Из всей недоверчивой, боязливой и любопытной толпы, после того, как люгер бросил якорь, только Томазо и Джита оставались на набережной. Они не сводили с него глаз. На обычный служебный вопрос: "Кто и откуда?" со стороны карантинных чиновников -- с судна дан был вполне ясный ответ: из Англии, через Лиссабон и Гибралтар. Упоминание этих мест подействовало успокоительно -- оттуда нечего было ждать какой-либо заразы. Но когда дело дошло до названия судна, то произошла общая заминка.
-- "Крыло и Крыло"! -- отвечали с люгера.
Услышав это странное название карантинный персонал был вынужден обратиться к помощи переводчика, который в свою очередь оказался далеко не на высоте своего призвания и нисколько не посодействовал уяснению непонятных слов. После нескольких перекличек на люгере подняли новый флаг с изображением на нем двух распростертых крыльев, между которыми ютился маленький люгер; в общем это изображение несколько напоминало летящего херувима и до некоторой степени дало наглядное объяснение названию "Крыло и Крыло", что послужило к общему успокоению и удовольствию.
Томазо и Джита дольше всех оставались на набережной. Лоцман, как называли Тонти за его основательное знание всего побережья, при чем ему даже нередко приходилось руководить плавающими у острова судами, перебрался на палубу одной из фелук, откуда ему очень удобно было наблюдать за иностранным люгером. Джита осталась на набережной, избегая непосредственного столкновения с матросами, но и не теряя из виду люгера.

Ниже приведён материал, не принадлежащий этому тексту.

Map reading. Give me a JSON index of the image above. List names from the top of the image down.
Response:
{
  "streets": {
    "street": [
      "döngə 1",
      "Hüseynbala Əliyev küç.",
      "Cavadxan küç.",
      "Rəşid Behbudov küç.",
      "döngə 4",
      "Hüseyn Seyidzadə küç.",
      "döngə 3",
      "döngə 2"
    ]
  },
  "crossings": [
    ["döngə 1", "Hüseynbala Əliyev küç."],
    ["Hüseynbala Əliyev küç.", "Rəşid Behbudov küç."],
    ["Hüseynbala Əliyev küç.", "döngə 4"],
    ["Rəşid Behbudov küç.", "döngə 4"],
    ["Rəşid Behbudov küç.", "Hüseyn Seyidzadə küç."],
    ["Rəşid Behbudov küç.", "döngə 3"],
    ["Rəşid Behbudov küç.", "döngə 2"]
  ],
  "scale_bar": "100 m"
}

Прошло, однако, по крайней мере полчаса, пока, наконец, с люгера спустили шлюпку. Уже совсем стемнело, когда эта шлюпка подъехала к лестнице у пристани и к ней спустились двое таможенных чиновников. Прибывший моряк показал им свои бумаги, которые, повидимому, оказались в исправности, а потому ему позволили подняться на берег. Джита подошла к группе. Она была так плотно окутана широкой тальмой{Тальма - накидка.} что ее почти не было возможности узнать, но сама она внимательно всматривалась в черты лица и во всю фигуру незнакомца. Она казалась удовлетворенной результатом своего осмотра и немедленно исчезла. Между тем Тонти поднялся с своей фелуки на набережную и сказал незнакомцу:
-- Синьор, его сиятельство градоначальник приказал мне передать вам его приглашение пожаловать к нему; он живет поблизости и будет очень огорчен, если вы не окажете ему этой чести.
-- Его сиятельство не такое лицо, которое удобно было бы огорчать, -- отвечал незнакомец на весьма хорошем итальянском языке, -- и я немедленно отправлюсь к нему.
Он обернулся и приказал привезшим его матросам вернуться на люгер и ждать условного сигнала, чтобы приехать за ним.
Провожая его к Вито-Вити, Томазо не упустил случая предложить незнакомцу несколько вопросов, желая выяснить себе некоторые, еще продолжавшие его смущать подробности.
-- Скажите, синьор капитан, давно ли англичане обзавелись люгерами? Кажется, ваша нация предпочитала до сих пор другие формы судов?
Незнакомец громко расхохотался.
-- Видно, вам недалеко случалось плавать, а в Ламанше, должно быть, и совсем не были, если не знаете, что на острове Гернсей люгера предпочитают всем другим судам.
Мазо признался, что не имеет никакого понятия об этом острове.
-- Гернсей -- остров, и хотя он уже веками находится во власти англичан, но население в нем больше чем наполовину французское; имена и обычаи там по преимуществу французские.
Томазо промолчал. Если ответ незнакомца не был злостным вымыслом, то рассеивались все его подозрения по поводу слишком французского характера оснастки корабля; но он, конечно, не имел никаких оснований не доверять искренности капитана.
На всякий случай Томазо Тонти передал градоначальнику все, что успел узнать, а также и все свои подозрения.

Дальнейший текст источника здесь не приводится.